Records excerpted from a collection

'''

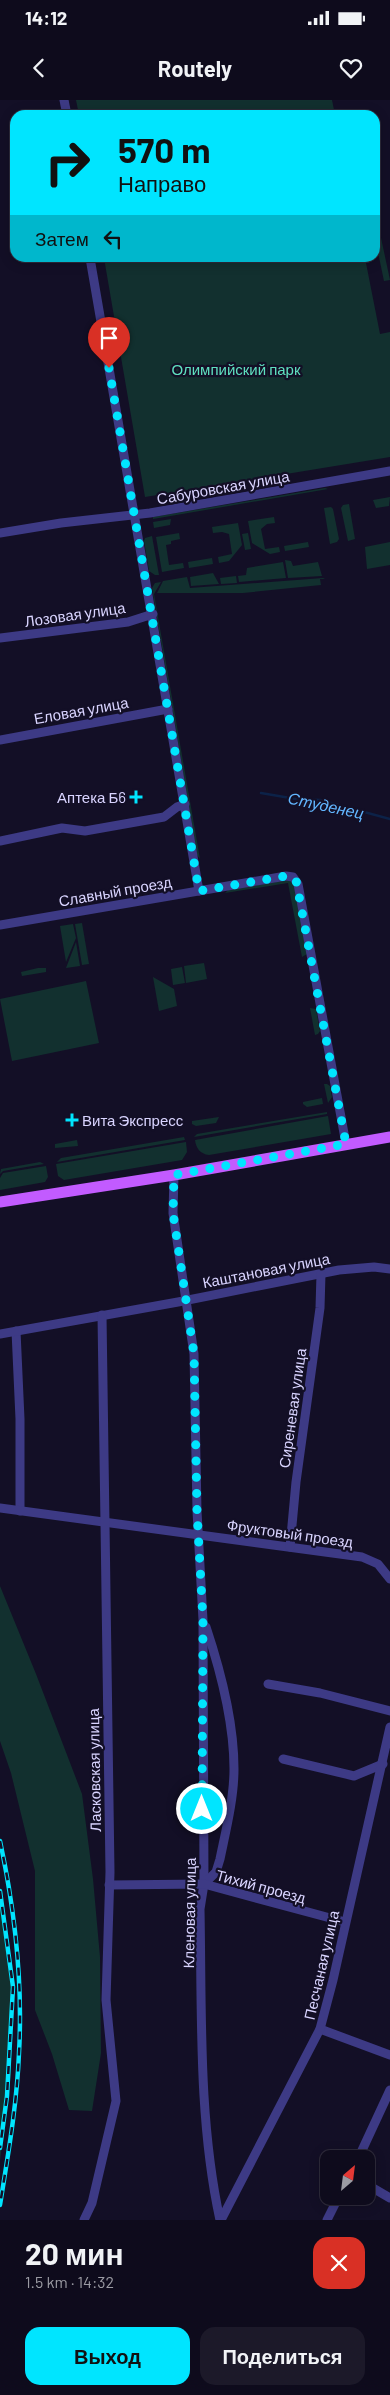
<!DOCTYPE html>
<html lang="ru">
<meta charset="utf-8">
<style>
:root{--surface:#0e0b1c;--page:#1c1929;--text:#f1f3f6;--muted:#9b9ba3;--line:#2e2b3b;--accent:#00e5ff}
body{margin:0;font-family:Barlow,sans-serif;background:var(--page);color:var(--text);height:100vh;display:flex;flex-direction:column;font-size:19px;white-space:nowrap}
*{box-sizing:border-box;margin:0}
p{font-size:16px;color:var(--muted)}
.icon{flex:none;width:28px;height:28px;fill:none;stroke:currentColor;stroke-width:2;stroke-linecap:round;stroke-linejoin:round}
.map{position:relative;height:2120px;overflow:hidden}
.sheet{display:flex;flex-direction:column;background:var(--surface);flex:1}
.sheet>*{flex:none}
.top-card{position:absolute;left:10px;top:10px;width:370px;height:152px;border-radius:15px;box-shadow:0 2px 12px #0003,0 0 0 1px var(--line);background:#00e5ff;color:#111;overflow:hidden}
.needle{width:32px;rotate:28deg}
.controls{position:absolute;left:320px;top:2050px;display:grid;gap:10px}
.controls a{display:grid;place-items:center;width:55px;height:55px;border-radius:10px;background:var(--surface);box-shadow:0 2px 12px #0003,0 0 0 1px var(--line);font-size:25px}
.pin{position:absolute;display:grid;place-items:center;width:42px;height:42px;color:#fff;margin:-51px -21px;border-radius:50% 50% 50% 0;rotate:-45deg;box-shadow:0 0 5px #0007}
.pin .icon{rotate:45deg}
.me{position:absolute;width:55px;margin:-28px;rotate:0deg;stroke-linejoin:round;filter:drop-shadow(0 0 4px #0008)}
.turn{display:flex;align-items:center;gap:18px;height:105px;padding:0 25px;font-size:22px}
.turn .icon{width:65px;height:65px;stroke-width:2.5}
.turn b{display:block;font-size:35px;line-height:42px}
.then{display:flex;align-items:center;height:48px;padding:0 25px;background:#0003;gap:10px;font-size:19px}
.round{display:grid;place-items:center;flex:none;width:52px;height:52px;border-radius:15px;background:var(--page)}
.headline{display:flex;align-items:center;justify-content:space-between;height:85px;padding:0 25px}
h1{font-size:30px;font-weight:700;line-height:38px}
.primary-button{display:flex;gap:10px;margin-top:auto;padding:10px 25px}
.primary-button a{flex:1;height:58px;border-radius:15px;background:var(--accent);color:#111;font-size:20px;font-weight:700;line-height:58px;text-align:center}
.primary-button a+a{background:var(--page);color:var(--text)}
.status{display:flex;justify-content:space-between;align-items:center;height:35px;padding:0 25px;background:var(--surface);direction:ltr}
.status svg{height:14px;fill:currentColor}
header{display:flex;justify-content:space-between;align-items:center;height:65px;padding:0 25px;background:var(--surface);font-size:22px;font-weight:700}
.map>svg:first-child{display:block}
.green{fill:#12302f}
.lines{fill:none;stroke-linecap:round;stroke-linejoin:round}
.stream{stroke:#0c2248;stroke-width:2.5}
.minor{stroke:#3d3a85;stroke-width:9}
.major{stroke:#c25bff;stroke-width:11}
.rail-casing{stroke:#00e5ff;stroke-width:4.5}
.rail{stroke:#130f26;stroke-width:2.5;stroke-dasharray:8;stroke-linecap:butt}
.route{stroke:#00e5ff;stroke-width:9;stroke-dasharray:0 16.2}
.poi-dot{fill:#00e5ff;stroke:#130f26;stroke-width:2}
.labels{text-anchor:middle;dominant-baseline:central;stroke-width:4.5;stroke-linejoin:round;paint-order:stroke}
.park-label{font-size:15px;fill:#5fe0c0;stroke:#130f26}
.street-label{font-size:15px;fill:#d9d4ff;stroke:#130f26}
.poi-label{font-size:15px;fill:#d9d4ff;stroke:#130f26;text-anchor:end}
.water-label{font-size:16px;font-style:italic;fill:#62b6ff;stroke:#130f26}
</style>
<div class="status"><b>14:12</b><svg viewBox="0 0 49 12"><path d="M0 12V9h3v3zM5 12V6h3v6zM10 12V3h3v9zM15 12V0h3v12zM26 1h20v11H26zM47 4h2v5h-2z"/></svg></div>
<header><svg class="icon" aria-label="back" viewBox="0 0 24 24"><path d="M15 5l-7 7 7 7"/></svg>Routely<svg class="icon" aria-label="heart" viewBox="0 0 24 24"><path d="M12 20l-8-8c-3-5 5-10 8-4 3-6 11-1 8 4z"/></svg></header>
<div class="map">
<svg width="390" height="2120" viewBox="0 0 390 2120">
<rect width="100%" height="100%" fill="#130f26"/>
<g class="green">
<path d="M76,0H332L335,15H79Z"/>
<path d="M380,133L390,180L384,181L375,138V134Z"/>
<path d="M104,158H365L380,234L390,232V357L145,397Z"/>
<path d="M325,388L328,389L153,419V417Z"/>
<path d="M390,397L389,406L376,408L373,400Z"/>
<path d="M349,404L355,439L348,441L341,408L343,405Z"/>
<path d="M331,407L333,409L339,439L337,442L330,444L324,408Z"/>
<path d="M274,417L275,423L267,424L261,429L265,449L279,447L280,452L270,454L252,443L248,421Z"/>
<path d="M171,419L170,425L154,428L153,422Z"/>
<path d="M238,423L242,445L229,461L219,463L218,457L232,454L229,434L222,432L213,433L212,427Z"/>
<path d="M179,433L180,439L171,441V444L166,445L169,465L183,463L184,468L162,472L156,437Z"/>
<path d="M248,433L251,449L245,450L242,434Z"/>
<path d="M152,436L159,475H155L149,471L144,441L145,438Z"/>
<path d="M308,442L309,447L285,451L284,446Z"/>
<path d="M390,442V465L367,469L365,447Z"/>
<path d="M212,458L213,464L189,468L188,462Z"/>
<path d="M285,460L291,461L293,466L318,462L322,476L288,478Z"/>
<path d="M283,462L286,478L239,482L238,476L246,475L247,468Z"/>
<path d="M213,473L219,484L191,486L190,477Z"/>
<path d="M236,476L237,483L221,484L220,478Z"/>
<path d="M187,477L190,488L323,478L325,479H320L321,485L243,493H157L163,481Z"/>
<path d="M161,482L154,494L200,759L197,755L152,488L155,483Z"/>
<path d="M288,780L294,782L307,854L302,857L288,783L225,793L228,790Z"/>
<path d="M82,823L89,864L82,865L75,824Z"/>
<path d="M73,824L76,838L66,862L60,826Z"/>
<path d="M76,842L80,866L66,868Z"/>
<path d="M204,863L207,879L186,883L184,866Z"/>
<path d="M182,867L185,883L173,885L171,869Z"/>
<path d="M38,868H46V872L22,876L21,872Z"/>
<path d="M153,877L174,889L177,906L159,911Z"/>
<path d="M86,881L99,943L12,961L0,899Z"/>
<path d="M310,908L316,909L320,931L318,934L315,935Z"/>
<path d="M327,984L330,986L332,997L328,1003L324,984Z"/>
<path d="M322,998L323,1004L307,1007L303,1004V1002Z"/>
<path d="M327,1012V1014L194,1037L197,1034Z"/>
<path d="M328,1016L331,1034L209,1055C200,1054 196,1048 195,1040Z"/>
<path d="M219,1017L216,1023L196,1026L192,1024V1021Z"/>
<path d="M184,1037L185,1040L57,1062L61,1058Z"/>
<path d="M77,1040L78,1046L55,1048V1044Z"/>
<path d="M186,1042L187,1052L182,1060L64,1080L58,1076L56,1064Z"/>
<path d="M40,1062L44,1064L3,1071L0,1074L1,1069Z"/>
<path d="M46,1066L48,1077L45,1082L0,1090V1078L3,1073Z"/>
<path d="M0,1486L36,1574L82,1694L93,1779L100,1857L101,1953L92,2011L69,2010L52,1954L35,1910V1771L11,1673L0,1641Z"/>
<path d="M0,1802L12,1894L11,1974L0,2061Z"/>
</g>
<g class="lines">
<path class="stream" d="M261,693L296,699L320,700L390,719"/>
<g class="minor">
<path d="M64,0L67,15"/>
<path d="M90,158L199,791"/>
<path d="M0,433L61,423L150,413L390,371"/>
<path d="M0,538L128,522L153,514"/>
<path d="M0,640L168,609"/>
<path d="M0,741L62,728L85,731L164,717L177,707L185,704"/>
<path d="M0,825L286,776L293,777L298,784L346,1044"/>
<path d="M174,1075L173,1113L194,1254L197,1411L203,1520L204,1784L200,1809C202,1912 198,2019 220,2120"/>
<path d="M16,1231L20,1319V1411"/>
<path d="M0,1234L178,1202L339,1170L374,1167L390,1169"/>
<path d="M0,1408L362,1457L378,1464L390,1479"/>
<path d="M290,1447L296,1382L320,1208L321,1174"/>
<path d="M268,1584L320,1593L390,1611"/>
<path d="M283,1659L354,1676L383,1664"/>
<path d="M204,1784L216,1772L220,1759C226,1730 234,1698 234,1669C234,1621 221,1572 206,1527"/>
<path d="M109,1785L204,1784L345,1822"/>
<path d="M320,1929L390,1955"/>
<path d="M358,2059L390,1990"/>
<path d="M366,2084L390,2098"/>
<path d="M84,2120L92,2103L116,2001L106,1900L110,1772L102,1215"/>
<path d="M221,2120L320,1929L333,1880L390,1627"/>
<path d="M327,2120L339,2096"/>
</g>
<path class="major" d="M0,1102L174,1075L390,1037"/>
<defs>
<g id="rail">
<path d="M0,1741C15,1811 23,1881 19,1953C17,2004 8,2055 0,2105"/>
<path d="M0,1791L13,1887L7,1996L0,2048"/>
</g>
</defs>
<use href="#rail" class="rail-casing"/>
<use href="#rail" class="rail"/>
</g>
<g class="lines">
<path class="route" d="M109,268L199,791L286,776L296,780L346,1044L174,1075L173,1113L194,1254L197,1411L203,1520L202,1709"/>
</g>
<g class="poi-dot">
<path d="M133.5 689.5h5v5h5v5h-5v5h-5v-5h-5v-5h5z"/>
<path d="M69.5 1012.5h5v5h5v5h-5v5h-5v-5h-5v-5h5z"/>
</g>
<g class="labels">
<g class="park-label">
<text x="236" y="269">Олимпийский парк</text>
</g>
<g class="street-label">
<text transform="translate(223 387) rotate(-10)">Сабуровская улица</text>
<text transform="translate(75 514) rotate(-8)">Лозовая улица</text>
<text transform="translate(81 610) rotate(-10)">Еловая улица</text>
<text transform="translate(115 791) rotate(-10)">Славный проезд</text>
<text transform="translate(266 1170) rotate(-11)">Каштановая улица</text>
<text transform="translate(292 1308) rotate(-82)">Сиреневая улица</text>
<text transform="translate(290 1433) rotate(8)">Фруктовый проезд</text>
<text transform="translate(94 1670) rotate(-91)">Ласковская улица</text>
<text transform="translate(261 1786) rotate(15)">Тихий проезд</text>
<text transform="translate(189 1813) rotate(-89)">Кленовая улица</text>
<text transform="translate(321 1865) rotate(-77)">Песчаная улица</text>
</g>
<g class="poi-label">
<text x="126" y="697">Аптека Б6</text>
<text x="82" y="1020" text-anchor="start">Вита Экспресс</text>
</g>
<g class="water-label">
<text transform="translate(326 705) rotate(12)">Студенец</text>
</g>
</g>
</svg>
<div class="controls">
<a><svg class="needle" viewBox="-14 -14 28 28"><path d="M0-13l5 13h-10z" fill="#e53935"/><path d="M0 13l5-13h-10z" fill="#9b9ba3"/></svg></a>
</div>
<div class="pin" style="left:109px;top:268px;background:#d93025"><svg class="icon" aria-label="arrive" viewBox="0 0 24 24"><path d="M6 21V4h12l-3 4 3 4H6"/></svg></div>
<svg class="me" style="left:202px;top:1709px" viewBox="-20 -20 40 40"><circle r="17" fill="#00e5ff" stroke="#fff" stroke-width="3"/><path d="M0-11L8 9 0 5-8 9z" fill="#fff"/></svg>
<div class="top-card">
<div class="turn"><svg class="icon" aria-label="right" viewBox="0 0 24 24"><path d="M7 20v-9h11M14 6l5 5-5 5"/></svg><div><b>570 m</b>Направо</div></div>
<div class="then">Затем<svg class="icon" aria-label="left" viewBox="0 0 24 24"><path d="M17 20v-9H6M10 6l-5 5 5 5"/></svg></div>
</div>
</div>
<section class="sheet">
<div class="headline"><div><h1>20 мин</h1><p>1.5 km · 14:32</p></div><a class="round" style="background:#d93025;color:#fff"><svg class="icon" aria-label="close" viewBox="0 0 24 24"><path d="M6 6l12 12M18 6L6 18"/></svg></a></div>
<div class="primary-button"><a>Выход</a><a>Поделиться</a></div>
</section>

'''

Filter the records for lines holding the string "absolute". Copy each one.

.top-card{position:absolute;left:10px;top:10px;width:370px;height:152px;border-radius:15px;box-shadow:0 2px 12px #0003,0 0 0 1px var(--line);background:#00e5ff;color:#111;overflow:hidden}
.controls{position:absolute;left:320px;top:2050px;display:grid;gap:10px}
.pin{position:absolute;display:grid;place-items:center;width:42px;height:42px;color:#fff;margin:-51px -21px;border-radius:50% 50% 50% 0;rotate:-45deg;box-shadow:0 0 5px #0007}
.me{position:absolute;width:55px;margin:-28px;rotate:0deg;stroke-linejoin:round;filter:drop-shadow(0 0 4px #0008)}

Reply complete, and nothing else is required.